望着顾攸宁的方向,他没有开口,一脚曲起,一脚前伸,而此时曲起的膝盖上搭着一只修长的手,这会他的食指和大拇指正在轻轻摩挲着。
“你说呢?”
他问的是顾攸宁,“你说,你为什么会来?”
语调是从前的漫不经心,甚至比初见时还要多一分冷漠,可若是细听的话,还是能从中察觉出一抹复杂的。
只是屋子里的两个人,一个满心都在想着这两人究竟什么关系,一个早就思绪紊乱,哪里分辨得出?听人询问,顾攸宁抬起水润的眼眸看了姬朝宗一眼,可看着他脸上似笑非笑的表情,她心下不由又是一窒,勉强压下心底的苦涩,垂下眼眸,抿着唇,轻声说,“詹大人怕大人吃不惯这里的菜,着我过来帮忙。
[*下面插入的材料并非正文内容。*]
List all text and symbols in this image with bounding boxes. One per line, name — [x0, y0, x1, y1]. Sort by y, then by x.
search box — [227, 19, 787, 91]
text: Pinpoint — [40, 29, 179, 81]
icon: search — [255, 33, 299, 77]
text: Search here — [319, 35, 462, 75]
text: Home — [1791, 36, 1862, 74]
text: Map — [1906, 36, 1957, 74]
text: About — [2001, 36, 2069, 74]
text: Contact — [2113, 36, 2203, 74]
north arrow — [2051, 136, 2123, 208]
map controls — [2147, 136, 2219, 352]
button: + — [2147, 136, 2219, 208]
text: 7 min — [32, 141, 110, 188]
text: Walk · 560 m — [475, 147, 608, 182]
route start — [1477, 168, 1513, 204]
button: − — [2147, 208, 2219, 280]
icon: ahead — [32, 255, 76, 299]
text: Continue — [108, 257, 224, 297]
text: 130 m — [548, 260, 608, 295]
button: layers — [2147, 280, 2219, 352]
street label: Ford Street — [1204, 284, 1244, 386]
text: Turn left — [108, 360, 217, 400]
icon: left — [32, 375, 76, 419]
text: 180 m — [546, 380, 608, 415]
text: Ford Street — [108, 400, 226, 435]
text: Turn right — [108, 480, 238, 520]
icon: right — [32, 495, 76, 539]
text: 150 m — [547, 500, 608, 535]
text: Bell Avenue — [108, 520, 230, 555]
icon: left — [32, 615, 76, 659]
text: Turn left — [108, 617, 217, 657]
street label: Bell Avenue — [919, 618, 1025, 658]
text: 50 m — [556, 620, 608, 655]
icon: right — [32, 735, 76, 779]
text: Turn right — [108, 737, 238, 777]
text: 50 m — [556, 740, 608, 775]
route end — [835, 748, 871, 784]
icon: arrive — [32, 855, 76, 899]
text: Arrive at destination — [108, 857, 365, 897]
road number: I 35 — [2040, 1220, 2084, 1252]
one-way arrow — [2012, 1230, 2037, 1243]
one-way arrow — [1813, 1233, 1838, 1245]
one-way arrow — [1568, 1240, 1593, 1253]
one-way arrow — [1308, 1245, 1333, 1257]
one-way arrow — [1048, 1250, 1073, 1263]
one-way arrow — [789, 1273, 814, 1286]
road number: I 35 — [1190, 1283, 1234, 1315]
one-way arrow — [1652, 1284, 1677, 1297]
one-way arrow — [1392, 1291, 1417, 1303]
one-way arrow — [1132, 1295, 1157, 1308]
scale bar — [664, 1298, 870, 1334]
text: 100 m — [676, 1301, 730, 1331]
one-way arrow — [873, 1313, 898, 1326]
”
帮忙?
就这么简单?
谈欣细眉轻拧,她总觉得事实没那么简单,不过见她这样低声下气,倒是让她觉得没什么有压力的了,姬朝宗是什么人?纵使一时被这女人的美色所迷,也不会昏了头脑娶她回家。
刚想冲人再说几句撒娇的话,可视线刚落在男人的身上,她就陡然一惊。
刚才还和她笑说着话的男人此时脸色阴沉得厉害,比先前顾攸宁没来时,他看着她不耐烦的模样还要可怕,就像是覆了一层凉凉的寒霜,致使那双漆黑的瞳仁都挟卷了无声的风暴,而那只搭在膝盖上的手更是紧紧攥着,力道大的让谈欣都有些担心他再这样握下去会骨折。
“姬郎……”
谈欣有些畏惧这样的姬朝宗,声音都变得有些发颤了。
可姬朝宗却没有理会她,他幽深的凤眸死死盯着顾攸宁,像是在极力控制着自己的怒火,不知道过了多久,他突然咬牙切齿,喝道:“出去!”
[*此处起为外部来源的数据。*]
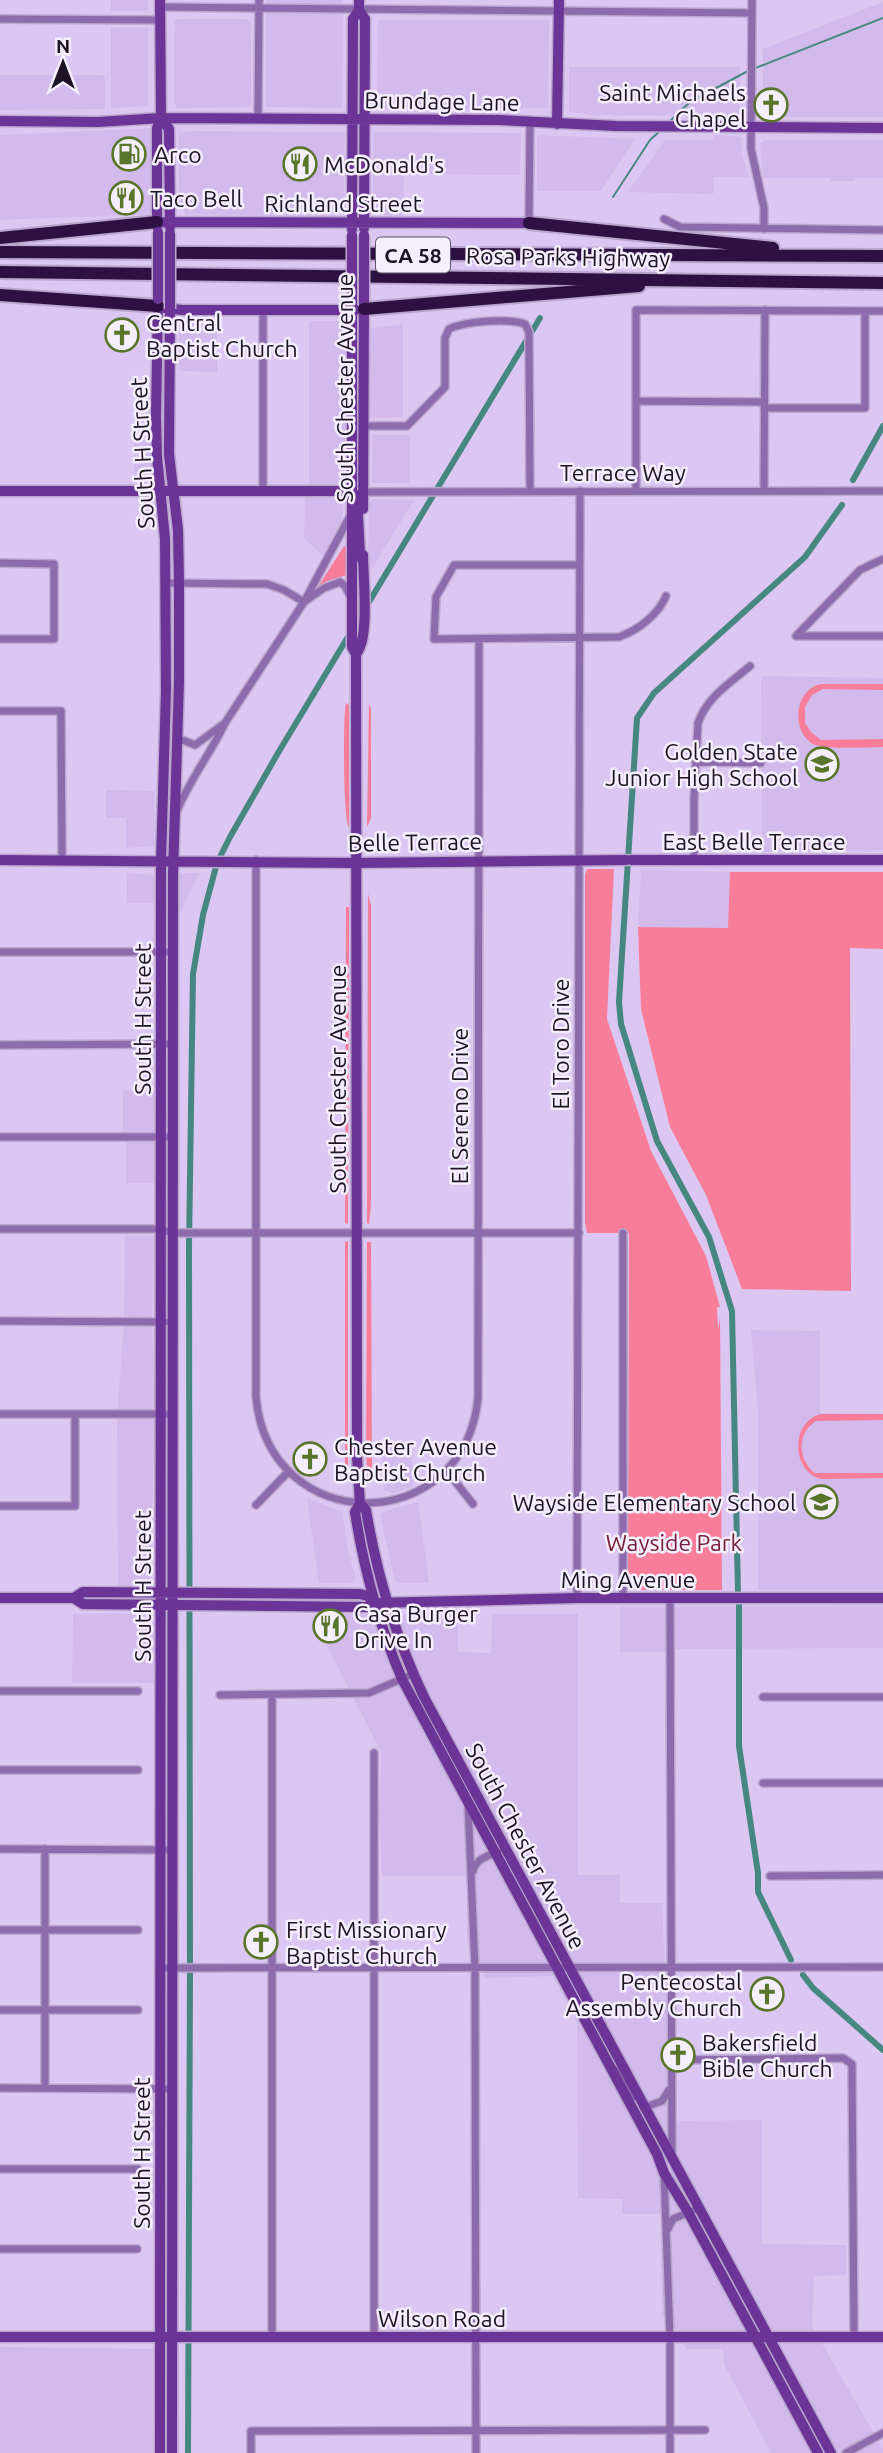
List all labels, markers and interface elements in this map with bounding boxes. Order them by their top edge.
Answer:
north arrow [28,28,98,98]
text: N [56,35,70,57]
place label: Saint Michaels Chapel [599,80,746,131]
church icon: Saint Michaels Chapel [752,86,790,124]
street label: Brundage Lane [364,87,520,115]
fuel station icon: Arco [110,135,148,173]
place label: Arco [154,142,202,167]
restaurant icon: McDonald's [281,145,319,183]
place label: McDonald's [324,152,444,177]
restaurant icon: Taco Bell [107,179,145,217]
place label: Taco Bell [150,186,242,211]
street label: Richland Street [264,191,422,216]
road number: CA 58 [376,238,450,272]
street label: Rosa Parks Highway [466,243,670,271]
street label: South Chester Avenue [332,273,357,503]
place label: Central Baptist Church [146,310,298,361]
church icon: Central Baptist Church [103,316,141,354]
street label: South H Street [126,377,158,529]
street label: Terrace Way [560,460,686,485]
place label: Golden State Junior High School [605,739,798,790]
school or university icon: Golden State Junior High School [803,745,841,783]
street label: Belle Terrace [348,828,482,856]
street label: East Belle Terrace [662,829,846,854]
street label: South H Street [130,943,155,1095]
street label: South Chester Avenue [325,964,350,1194]
street label: El Toro Drive [548,978,573,1110]
street label: El Sereno Drive [447,1028,472,1184]
place label: Chester Avenue Baptist Church [334,1434,497,1485]
church icon: Chester Avenue Baptist Church [291,1440,329,1478]
school or university icon: Wayside Elementary School [802,1483,840,1521]
place label: Wayside Elementary School [513,1490,796,1515]
street label: South H Street [130,1510,155,1662]
park label: Wayside Park [606,1530,743,1555]
street label: Ming Avenue [561,1567,695,1592]
place label: Casa Burger Drive In [354,1601,478,1652]
restaurant icon: Casa Burger Drive In [311,1607,349,1645]
street label: South Chester Avenue [461,1739,591,1953]
place label: First Missionary Baptist Church [286,1917,447,1968]
church icon: First Missionary Baptist Church [242,1923,280,1961]
place label: Pentecostal Assembly Church [566,1969,742,2020]
church icon: Pentecostal Assembly Church [748,1975,786,2013]
place label: Bakersfield Bible Church [702,2030,833,2081]
church icon: Bakersfield Bible Church [659,2036,697,2074]
street label: South H Street [129,2077,154,2229]
street label: Wilson Road [378,2306,506,2331]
已经不是被人第一次这样呼喝了,顾攸宁心里难受,但也不至于像头一回那样白了脸,她低着头把手里的糕点放在桌子上,然后什么也没说,转身退了出去。
刚刚退到外头就听见一道刺耳的破碎声以及女人掩不住惊惧的尖叫。
脚下步子骤然停下,顾攸宁回头,这会布帘还没有彻底落下,她看见先前放在小几上的青瓷茶盏碎成一地,茶水四溅,满目疮痍。
……
回到厨房。
李婆子等人看着她的眼神都有些不大对劲。
想来是她离开的这会功夫,先前跟着她出去的两个婆子已经把园子里发生的事说了,没有理会她们的目光,她寻了个僻静的位置倒了一盏已经有些凉了的茶,垂着眼睑,一口一口慢慢喝着。
李婆子看她回来便打发了身边的婆子,让她们各自去忙活了。
其实早间知道那位大人吃了她们送过去的东西,她就已经察觉到一丝不对劲了,后来听王婆子她们说起园子里的事更是大吃一惊,虽然不清楚这顾娘子和那位大人究竟是什么关系,但总归是早就认识的。
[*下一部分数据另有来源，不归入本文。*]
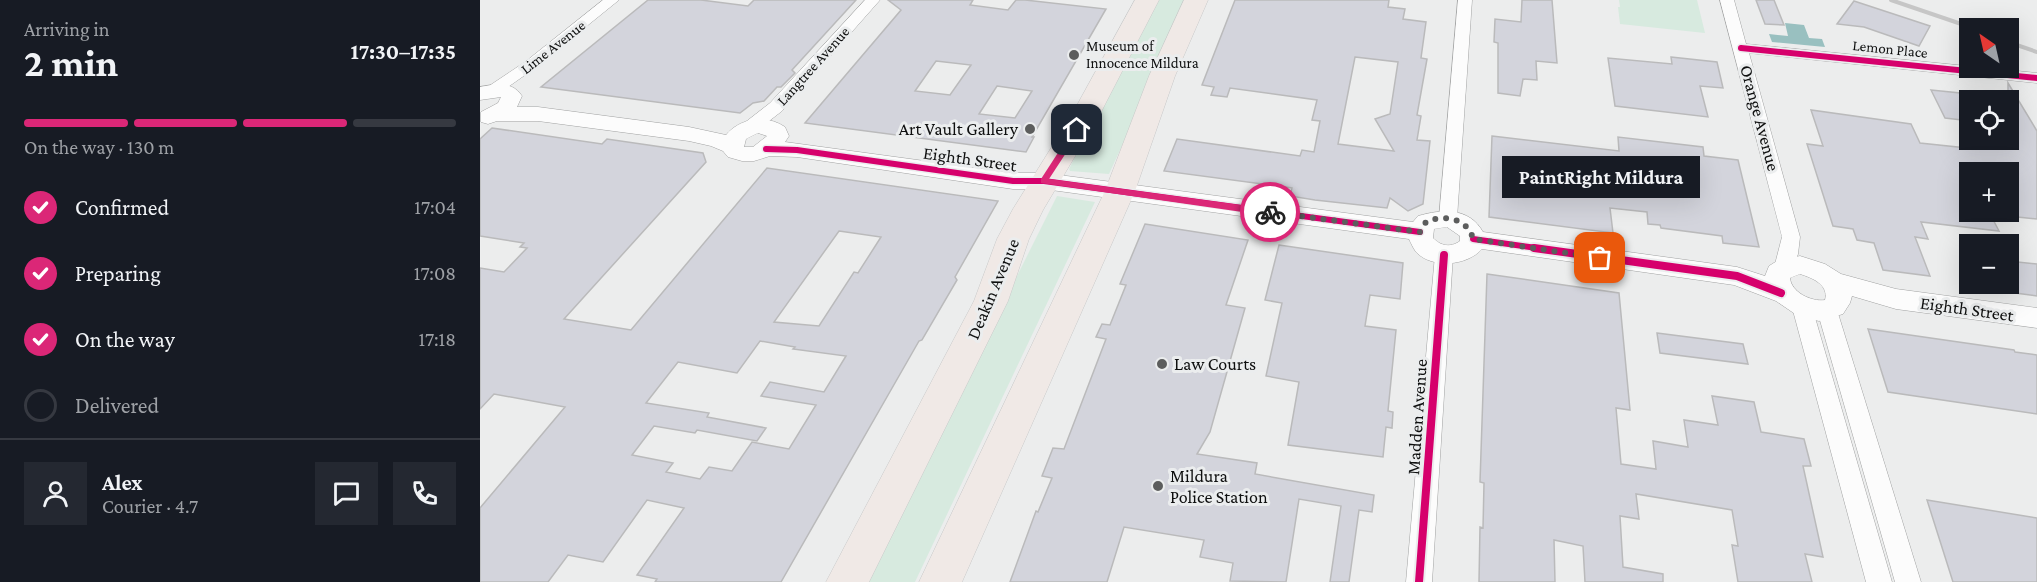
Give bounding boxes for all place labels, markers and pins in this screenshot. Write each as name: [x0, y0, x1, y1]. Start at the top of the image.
place label: Museum of Innocence Mildura: [1086, 38, 1199, 71]
marker: Museum of Innocence Mildura: [1067, 48, 1081, 62]
pin: [1051, 104, 1102, 155]
place label: Art Vault Gallery: [899, 119, 1019, 139]
marker: Art Vault Gallery: [1023, 122, 1037, 136]
callout: PaintRight Mildura: [1501, 156, 1699, 198]
pin: [1574, 232, 1625, 283]
place label: Law Courts: [1174, 354, 1256, 374]
marker: Law Courts: [1155, 357, 1169, 371]
place label: Mildura Police Station: [1170, 466, 1268, 507]
marker: Mildura Police Station: [1151, 479, 1165, 493]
这可不是她们能腹诽的事,在顾攸宁来前,她就仔细叮嘱过了,不准她们乱论。
若不然惹得那位大人不喜,可就麻烦了。
主家那边倒是得说一声,至少别真的把这位顾娘子当作一个普通的酒肆老板才是……秉着这样的心情,李婆子走过去,恭敬道:“顾娘子,今日午间做什么?”
顾攸宁看着精神颓废,听人询问才勉强提起一些精神,刚要说话,杜仲就来了。
“杜护卫。”
其余婆子见他进来纷纷起身问安。
杜仲点点头,目光在屋子里梭巡一番,最后落在顾攸宁的身上,走过去低低喊了一声“夫人”,他的脸色十分难看,声音也有些为难,“主子说,中午要吃您做的芙蓉肉、八宝豆腐还有煨鲜菱。”
李婆子起初是被那一声“夫人”所惊。
虽然早有猜测,但也没想到这两人之间竟是这样的身份,心跳莫名加速,一时暗惊自己竟知晓这样的隐秘,一时又庆幸,得亏得她一直对这位顾娘子恭恭敬敬,没做过什么得罪人的事,要不然她可真是死了都不知道得罪了什么人!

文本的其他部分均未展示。